__What the task asks__
Retype, word for word, every line of the records below starting at the one that contains "192 546 217" and ending at the one that contains "285 190 312H185L186"; include both of those lines and nothing more.

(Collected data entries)
____________________
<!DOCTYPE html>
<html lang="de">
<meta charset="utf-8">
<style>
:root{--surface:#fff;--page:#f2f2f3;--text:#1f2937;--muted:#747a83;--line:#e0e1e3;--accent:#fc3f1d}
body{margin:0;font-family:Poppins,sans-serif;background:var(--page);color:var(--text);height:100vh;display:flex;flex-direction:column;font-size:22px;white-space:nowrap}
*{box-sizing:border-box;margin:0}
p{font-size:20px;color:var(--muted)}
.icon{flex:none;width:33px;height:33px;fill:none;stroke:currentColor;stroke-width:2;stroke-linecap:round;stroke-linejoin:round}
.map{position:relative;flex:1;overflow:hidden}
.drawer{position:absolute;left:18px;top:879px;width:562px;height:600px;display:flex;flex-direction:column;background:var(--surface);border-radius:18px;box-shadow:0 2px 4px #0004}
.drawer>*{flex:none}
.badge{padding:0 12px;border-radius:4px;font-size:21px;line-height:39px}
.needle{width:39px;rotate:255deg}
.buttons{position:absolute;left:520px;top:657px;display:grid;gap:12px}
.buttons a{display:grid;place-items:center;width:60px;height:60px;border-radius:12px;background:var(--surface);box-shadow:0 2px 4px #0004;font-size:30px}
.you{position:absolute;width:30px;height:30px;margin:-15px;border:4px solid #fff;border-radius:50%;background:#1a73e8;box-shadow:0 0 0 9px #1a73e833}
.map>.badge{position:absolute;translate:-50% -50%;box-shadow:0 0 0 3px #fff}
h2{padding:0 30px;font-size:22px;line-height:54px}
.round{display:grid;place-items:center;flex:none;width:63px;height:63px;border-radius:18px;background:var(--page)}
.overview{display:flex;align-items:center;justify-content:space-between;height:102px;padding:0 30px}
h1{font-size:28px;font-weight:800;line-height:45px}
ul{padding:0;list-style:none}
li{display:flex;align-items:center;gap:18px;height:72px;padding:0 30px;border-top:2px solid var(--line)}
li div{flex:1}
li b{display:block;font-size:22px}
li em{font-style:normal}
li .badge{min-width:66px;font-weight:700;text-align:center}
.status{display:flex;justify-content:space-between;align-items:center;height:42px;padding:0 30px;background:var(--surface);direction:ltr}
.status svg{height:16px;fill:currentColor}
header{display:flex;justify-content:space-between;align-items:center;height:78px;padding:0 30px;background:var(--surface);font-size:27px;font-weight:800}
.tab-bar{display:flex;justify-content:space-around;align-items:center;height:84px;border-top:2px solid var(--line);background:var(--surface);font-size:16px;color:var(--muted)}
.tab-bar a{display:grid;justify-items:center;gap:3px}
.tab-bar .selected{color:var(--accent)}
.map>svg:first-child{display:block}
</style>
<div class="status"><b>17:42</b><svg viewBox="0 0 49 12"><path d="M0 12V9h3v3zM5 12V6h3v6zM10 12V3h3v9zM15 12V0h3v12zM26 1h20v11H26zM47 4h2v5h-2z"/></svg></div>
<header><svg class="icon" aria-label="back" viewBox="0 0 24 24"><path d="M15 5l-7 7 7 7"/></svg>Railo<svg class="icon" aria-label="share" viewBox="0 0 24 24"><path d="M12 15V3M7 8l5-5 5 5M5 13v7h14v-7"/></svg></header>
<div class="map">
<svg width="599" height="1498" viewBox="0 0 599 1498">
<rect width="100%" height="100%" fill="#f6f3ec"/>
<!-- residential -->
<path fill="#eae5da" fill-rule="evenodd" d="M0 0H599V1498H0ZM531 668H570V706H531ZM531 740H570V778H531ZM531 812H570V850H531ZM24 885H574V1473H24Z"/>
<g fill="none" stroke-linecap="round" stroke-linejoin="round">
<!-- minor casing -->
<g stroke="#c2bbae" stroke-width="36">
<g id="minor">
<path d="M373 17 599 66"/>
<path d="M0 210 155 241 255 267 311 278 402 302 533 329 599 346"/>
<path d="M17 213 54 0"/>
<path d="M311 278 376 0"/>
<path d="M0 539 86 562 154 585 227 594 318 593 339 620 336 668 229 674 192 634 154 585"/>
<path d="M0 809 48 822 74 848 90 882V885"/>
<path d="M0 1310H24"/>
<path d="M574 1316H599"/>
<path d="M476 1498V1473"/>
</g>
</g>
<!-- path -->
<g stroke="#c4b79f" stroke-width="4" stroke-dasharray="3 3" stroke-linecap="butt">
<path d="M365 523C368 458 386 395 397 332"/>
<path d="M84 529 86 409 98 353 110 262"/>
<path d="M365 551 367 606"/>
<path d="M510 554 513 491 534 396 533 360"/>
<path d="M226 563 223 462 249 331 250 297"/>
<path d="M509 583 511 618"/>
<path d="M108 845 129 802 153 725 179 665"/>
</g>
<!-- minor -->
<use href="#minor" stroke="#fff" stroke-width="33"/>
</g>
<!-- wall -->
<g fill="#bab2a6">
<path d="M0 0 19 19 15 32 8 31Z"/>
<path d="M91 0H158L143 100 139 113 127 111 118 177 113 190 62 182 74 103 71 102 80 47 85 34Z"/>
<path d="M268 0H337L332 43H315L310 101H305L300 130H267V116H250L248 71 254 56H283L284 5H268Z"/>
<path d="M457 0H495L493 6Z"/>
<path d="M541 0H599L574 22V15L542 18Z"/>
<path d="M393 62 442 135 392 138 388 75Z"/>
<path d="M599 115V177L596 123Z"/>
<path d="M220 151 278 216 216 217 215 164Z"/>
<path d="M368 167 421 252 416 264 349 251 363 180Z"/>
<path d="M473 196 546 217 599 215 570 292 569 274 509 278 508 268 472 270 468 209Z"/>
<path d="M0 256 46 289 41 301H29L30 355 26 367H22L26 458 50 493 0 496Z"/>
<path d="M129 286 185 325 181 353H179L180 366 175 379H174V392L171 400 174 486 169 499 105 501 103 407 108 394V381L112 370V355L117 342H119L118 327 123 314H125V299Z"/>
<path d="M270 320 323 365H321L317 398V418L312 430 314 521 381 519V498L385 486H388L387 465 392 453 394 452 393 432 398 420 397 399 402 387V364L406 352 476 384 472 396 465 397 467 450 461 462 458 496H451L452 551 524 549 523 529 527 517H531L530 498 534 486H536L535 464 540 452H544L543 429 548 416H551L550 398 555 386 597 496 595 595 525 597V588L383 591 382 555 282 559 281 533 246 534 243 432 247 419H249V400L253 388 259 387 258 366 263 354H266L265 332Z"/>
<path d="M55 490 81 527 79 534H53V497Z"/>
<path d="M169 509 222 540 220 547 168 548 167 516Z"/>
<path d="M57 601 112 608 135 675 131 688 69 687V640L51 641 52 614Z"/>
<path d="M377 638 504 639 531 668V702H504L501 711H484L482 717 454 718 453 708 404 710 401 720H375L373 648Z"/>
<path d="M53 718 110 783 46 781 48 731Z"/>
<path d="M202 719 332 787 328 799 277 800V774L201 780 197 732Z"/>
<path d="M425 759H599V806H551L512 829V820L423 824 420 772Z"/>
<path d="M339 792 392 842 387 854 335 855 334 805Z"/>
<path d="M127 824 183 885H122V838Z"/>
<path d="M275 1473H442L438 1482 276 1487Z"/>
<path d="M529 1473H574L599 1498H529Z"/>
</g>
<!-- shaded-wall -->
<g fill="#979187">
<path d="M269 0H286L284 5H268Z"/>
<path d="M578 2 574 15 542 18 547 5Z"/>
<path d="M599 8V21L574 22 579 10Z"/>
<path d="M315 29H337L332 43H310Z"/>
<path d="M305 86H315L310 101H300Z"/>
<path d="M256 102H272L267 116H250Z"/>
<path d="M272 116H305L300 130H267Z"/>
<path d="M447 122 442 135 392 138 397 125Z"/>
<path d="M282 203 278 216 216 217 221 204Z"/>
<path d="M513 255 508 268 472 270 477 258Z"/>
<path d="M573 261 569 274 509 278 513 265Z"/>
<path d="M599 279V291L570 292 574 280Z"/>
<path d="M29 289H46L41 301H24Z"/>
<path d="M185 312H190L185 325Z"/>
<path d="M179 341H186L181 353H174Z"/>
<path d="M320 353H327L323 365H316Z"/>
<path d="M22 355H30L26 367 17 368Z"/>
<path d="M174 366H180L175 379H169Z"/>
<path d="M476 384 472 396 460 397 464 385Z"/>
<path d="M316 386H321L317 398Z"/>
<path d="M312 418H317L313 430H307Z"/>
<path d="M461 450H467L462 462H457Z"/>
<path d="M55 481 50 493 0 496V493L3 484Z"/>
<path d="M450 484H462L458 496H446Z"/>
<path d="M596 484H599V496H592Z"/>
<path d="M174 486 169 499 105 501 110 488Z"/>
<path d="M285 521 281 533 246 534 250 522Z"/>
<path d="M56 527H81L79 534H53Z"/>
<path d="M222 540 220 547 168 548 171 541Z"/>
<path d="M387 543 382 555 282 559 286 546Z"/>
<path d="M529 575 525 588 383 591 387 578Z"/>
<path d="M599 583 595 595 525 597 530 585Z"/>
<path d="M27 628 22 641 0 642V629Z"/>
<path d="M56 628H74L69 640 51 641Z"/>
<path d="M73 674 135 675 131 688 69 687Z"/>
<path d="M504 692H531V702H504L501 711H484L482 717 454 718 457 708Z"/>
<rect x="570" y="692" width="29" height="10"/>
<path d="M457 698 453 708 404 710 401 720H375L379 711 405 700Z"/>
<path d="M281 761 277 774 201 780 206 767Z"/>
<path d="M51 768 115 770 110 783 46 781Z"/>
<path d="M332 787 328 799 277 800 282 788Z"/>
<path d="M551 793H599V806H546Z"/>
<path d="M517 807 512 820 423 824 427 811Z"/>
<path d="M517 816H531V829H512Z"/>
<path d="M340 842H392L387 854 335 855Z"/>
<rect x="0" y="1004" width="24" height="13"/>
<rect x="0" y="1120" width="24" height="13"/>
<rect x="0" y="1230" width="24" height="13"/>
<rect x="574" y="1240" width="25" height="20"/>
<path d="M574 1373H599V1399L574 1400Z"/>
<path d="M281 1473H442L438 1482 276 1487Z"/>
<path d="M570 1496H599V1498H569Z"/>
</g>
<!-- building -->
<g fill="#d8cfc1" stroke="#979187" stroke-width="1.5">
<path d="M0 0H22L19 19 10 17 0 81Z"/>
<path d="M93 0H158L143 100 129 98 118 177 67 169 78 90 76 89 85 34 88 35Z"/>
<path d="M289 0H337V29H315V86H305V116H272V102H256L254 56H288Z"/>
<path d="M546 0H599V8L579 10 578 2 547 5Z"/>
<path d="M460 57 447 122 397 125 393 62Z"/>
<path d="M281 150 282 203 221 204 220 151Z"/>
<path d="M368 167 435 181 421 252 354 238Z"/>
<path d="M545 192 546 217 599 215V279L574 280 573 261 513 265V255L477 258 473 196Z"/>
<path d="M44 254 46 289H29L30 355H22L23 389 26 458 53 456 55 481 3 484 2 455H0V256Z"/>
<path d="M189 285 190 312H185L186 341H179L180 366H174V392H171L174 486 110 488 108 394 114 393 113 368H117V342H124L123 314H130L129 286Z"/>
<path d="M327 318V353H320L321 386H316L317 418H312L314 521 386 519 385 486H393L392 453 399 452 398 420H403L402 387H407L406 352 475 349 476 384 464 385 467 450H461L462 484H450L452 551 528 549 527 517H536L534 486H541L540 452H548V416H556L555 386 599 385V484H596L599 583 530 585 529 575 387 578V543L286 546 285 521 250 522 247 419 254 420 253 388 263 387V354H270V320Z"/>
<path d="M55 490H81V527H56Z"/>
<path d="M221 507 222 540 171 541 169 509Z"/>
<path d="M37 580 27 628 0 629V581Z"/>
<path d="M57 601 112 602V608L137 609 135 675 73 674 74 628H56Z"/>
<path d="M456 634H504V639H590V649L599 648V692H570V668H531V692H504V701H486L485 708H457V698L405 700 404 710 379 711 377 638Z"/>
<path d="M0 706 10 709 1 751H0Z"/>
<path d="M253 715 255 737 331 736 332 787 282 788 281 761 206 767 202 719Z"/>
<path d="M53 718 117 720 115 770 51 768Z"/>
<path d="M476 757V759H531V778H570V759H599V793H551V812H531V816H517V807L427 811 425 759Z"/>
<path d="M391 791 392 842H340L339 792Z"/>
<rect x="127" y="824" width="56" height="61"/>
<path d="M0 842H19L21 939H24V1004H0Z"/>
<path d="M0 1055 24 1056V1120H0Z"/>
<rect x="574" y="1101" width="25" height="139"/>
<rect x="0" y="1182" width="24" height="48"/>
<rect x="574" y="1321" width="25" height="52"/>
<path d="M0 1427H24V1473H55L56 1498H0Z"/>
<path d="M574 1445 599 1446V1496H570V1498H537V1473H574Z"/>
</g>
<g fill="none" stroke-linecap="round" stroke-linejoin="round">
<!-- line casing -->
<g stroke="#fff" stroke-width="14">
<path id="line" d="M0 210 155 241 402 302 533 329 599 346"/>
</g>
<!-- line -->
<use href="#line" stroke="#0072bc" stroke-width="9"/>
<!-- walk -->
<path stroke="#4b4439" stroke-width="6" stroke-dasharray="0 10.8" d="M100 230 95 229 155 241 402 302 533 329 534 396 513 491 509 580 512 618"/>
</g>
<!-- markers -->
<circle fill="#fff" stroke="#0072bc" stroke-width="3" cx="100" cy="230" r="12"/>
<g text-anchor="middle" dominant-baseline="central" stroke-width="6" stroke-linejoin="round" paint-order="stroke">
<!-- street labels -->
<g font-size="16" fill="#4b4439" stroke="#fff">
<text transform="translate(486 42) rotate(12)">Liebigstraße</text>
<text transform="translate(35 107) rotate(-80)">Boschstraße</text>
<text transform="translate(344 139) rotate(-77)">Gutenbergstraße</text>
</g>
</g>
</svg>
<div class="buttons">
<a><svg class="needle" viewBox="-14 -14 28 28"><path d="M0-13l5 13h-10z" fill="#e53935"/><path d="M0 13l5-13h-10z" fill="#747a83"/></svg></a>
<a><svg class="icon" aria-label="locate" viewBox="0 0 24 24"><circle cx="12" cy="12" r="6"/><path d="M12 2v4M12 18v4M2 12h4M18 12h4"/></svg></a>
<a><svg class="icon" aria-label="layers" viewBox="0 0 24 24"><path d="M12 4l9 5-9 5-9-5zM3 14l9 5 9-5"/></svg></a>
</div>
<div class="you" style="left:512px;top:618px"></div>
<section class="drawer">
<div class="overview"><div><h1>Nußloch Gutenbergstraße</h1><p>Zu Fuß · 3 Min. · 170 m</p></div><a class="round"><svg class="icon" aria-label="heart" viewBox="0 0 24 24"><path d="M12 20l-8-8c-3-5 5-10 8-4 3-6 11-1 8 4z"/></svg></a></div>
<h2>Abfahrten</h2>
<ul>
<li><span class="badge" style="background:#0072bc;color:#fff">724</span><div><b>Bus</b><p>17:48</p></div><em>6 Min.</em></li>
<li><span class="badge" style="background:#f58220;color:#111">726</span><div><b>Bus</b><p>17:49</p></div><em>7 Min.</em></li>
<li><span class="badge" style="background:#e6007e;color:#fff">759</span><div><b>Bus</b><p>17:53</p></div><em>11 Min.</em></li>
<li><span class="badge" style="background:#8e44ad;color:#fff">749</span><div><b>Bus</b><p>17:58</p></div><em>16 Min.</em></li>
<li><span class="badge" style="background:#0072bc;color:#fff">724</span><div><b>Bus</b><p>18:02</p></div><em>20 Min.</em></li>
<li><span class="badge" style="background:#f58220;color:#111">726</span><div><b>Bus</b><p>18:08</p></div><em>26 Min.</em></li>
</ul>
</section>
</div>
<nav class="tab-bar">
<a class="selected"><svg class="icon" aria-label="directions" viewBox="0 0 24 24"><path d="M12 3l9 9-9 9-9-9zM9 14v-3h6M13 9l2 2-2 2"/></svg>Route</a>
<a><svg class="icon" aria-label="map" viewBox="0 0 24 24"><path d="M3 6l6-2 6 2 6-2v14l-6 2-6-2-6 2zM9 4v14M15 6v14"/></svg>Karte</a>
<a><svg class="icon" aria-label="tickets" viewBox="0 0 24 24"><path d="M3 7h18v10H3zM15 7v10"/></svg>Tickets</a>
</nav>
____________________
__Response area__
<path d="M545 192 546 217 599 215V279L574 280 573 261 513 265V255L477 258 473 196Z"/>
<path d="M44 254 46 289H29L30 355H22L23 389 26 458 53 456 55 481 3 484 2 455H0V256Z"/>
<path d="M189 285 190 312H185L186 341H179L180 366H174V392H171L174 486 110 488 108 394 114 393 113 368H117V342H124L123 314H130L129 286Z"/>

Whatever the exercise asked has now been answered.